PROBLEM DESCRIPTION:
Scan the entries that follow and copy out every line containing "direction".

*** EXTRACTED MATERIAL

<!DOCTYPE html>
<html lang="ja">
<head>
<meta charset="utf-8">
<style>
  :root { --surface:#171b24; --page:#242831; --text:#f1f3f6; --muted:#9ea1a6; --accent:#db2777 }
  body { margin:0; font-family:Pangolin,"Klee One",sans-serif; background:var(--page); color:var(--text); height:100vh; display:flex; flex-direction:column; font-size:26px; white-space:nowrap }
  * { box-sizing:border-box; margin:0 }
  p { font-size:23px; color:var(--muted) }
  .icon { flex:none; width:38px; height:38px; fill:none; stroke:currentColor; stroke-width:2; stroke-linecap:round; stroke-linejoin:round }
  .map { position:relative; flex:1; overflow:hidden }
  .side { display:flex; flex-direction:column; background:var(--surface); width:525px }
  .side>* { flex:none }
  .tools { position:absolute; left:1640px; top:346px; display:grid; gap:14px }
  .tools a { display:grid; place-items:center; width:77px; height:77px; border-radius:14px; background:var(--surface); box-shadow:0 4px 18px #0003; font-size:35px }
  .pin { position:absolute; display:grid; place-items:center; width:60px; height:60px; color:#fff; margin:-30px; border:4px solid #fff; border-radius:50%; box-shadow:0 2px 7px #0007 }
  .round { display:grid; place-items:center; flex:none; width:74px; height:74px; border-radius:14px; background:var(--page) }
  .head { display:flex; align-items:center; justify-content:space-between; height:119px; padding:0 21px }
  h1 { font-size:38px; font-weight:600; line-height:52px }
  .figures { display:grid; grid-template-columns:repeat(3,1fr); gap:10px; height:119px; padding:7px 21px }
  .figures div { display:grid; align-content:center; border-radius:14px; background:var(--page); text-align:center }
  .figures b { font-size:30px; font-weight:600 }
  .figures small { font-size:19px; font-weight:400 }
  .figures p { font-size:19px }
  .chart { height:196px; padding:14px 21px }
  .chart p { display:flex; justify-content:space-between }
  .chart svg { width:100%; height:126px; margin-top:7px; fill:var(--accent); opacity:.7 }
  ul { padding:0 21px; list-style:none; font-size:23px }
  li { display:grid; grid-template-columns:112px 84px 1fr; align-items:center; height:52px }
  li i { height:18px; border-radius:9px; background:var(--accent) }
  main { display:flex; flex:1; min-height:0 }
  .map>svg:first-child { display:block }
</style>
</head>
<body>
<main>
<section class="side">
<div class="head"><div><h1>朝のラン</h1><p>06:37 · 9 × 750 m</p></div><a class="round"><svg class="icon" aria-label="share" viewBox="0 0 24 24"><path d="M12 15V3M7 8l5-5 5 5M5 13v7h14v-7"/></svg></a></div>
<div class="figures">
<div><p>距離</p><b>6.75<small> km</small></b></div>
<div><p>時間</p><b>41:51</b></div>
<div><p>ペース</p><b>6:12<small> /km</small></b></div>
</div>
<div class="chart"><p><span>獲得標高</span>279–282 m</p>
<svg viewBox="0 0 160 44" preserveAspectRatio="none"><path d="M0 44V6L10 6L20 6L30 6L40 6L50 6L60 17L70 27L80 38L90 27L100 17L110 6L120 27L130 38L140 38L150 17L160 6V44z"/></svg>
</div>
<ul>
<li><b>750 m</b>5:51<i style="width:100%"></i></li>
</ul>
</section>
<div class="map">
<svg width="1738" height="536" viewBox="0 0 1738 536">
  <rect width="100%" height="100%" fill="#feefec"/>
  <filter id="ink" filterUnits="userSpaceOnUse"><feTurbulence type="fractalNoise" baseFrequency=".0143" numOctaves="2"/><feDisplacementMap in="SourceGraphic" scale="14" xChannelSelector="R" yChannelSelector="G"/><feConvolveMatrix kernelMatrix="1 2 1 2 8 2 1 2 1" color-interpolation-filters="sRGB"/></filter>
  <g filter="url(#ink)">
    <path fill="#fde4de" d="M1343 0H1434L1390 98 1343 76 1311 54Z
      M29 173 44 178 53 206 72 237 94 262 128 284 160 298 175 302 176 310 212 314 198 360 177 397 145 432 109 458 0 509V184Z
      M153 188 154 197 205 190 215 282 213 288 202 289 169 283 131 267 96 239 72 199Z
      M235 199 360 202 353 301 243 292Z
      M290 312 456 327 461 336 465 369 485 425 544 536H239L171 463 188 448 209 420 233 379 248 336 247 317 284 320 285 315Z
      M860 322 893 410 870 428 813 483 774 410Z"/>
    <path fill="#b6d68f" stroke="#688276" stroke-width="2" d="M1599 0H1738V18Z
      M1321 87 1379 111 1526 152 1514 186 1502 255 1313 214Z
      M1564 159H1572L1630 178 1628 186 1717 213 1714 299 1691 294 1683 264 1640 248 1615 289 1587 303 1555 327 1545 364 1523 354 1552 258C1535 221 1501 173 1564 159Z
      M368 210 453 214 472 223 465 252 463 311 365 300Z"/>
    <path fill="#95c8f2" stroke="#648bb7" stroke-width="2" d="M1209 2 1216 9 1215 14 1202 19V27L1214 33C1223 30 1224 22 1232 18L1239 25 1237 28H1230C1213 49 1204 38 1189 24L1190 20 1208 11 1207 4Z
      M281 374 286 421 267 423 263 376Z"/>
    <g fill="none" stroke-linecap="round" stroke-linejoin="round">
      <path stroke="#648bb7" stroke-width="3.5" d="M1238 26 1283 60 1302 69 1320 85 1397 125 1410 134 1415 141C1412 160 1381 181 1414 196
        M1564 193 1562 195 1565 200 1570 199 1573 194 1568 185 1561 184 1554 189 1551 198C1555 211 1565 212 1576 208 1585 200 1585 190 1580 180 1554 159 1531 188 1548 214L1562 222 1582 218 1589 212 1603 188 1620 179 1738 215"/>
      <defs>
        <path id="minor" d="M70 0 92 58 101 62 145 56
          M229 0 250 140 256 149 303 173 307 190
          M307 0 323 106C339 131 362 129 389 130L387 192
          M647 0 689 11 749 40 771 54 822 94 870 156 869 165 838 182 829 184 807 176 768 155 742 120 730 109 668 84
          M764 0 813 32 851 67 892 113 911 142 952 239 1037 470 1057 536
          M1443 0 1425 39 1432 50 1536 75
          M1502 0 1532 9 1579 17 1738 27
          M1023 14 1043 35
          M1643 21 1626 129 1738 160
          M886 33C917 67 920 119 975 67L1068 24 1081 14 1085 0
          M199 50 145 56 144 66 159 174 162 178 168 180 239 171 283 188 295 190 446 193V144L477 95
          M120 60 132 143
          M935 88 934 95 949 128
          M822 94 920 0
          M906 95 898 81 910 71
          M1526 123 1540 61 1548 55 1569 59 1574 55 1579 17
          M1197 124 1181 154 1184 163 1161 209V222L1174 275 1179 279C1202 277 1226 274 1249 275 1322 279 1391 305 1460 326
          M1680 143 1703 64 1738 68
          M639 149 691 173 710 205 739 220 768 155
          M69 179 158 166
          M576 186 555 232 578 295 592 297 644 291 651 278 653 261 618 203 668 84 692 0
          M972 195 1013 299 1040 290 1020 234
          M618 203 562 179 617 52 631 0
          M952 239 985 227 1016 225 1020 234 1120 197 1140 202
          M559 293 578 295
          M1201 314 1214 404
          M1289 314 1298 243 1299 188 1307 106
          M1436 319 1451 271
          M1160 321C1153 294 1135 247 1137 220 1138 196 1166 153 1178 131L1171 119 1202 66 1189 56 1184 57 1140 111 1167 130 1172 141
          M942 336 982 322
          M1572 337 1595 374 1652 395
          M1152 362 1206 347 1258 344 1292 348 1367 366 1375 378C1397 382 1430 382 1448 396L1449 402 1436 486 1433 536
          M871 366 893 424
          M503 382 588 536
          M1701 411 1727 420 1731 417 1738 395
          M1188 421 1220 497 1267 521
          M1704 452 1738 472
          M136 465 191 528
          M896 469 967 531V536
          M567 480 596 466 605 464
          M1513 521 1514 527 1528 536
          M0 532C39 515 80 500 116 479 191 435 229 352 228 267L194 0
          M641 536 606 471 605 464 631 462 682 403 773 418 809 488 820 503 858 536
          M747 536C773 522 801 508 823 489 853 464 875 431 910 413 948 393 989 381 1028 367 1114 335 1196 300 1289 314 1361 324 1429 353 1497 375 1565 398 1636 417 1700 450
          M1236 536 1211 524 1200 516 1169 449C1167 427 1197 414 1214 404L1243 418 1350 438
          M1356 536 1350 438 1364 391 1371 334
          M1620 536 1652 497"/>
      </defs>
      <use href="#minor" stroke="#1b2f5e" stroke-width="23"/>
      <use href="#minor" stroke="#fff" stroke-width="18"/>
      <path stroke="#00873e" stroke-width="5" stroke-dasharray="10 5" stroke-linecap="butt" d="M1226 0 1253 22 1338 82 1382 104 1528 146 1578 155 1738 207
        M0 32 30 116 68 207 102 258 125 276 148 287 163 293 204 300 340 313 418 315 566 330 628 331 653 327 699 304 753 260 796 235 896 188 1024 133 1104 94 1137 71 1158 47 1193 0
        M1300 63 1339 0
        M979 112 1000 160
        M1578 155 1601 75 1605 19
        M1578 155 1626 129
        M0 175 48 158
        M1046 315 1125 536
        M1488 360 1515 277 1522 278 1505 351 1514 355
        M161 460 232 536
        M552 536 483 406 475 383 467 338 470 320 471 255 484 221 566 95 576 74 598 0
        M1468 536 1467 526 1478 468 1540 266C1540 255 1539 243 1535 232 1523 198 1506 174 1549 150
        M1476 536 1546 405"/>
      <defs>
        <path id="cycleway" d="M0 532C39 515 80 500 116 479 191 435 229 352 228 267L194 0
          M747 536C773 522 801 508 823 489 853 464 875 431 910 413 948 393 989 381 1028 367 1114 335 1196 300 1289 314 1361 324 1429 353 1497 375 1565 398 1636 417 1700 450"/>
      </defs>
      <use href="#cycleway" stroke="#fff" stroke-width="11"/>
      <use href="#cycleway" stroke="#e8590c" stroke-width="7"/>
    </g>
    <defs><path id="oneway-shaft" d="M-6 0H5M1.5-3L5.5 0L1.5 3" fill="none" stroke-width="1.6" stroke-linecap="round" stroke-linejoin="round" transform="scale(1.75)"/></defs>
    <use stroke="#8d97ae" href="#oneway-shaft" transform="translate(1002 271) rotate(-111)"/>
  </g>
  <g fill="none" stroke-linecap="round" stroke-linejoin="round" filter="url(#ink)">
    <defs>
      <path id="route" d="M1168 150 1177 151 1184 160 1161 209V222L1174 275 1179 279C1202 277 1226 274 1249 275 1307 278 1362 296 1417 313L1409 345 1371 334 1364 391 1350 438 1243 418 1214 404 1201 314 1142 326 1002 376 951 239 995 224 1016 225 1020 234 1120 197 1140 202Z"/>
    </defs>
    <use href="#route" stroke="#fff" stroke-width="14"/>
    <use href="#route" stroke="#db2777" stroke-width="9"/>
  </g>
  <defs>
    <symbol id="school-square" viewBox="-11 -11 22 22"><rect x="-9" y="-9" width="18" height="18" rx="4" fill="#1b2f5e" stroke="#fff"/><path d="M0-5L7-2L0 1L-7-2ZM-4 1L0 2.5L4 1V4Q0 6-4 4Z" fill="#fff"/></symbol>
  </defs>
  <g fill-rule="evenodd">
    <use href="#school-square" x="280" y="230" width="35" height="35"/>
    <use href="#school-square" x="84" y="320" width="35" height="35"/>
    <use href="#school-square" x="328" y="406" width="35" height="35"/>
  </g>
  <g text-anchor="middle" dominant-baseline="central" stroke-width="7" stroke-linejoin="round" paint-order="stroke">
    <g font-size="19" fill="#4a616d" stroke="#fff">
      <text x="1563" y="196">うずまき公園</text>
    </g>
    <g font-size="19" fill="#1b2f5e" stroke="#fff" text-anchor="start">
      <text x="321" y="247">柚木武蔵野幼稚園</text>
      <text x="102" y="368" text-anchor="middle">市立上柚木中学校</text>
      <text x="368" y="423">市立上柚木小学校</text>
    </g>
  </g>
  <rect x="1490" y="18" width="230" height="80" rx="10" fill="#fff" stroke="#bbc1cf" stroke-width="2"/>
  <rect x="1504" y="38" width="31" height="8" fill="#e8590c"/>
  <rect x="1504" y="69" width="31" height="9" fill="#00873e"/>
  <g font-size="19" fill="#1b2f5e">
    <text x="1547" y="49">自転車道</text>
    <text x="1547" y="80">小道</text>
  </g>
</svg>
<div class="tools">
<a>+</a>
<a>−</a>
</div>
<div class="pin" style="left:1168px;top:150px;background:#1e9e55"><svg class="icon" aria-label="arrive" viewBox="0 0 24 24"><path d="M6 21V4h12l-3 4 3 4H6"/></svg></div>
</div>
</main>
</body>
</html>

******

ANSWER AREA:
  body { margin:0; font-family:Pangolin,"Klee One",sans-serif; background:var(--page); color:var(--text); height:100vh; display:flex; flex-direction:column; font-size:26px; white-space:nowrap }
  .side { display:flex; flex-direction:column; background:var(--surface); width:525px }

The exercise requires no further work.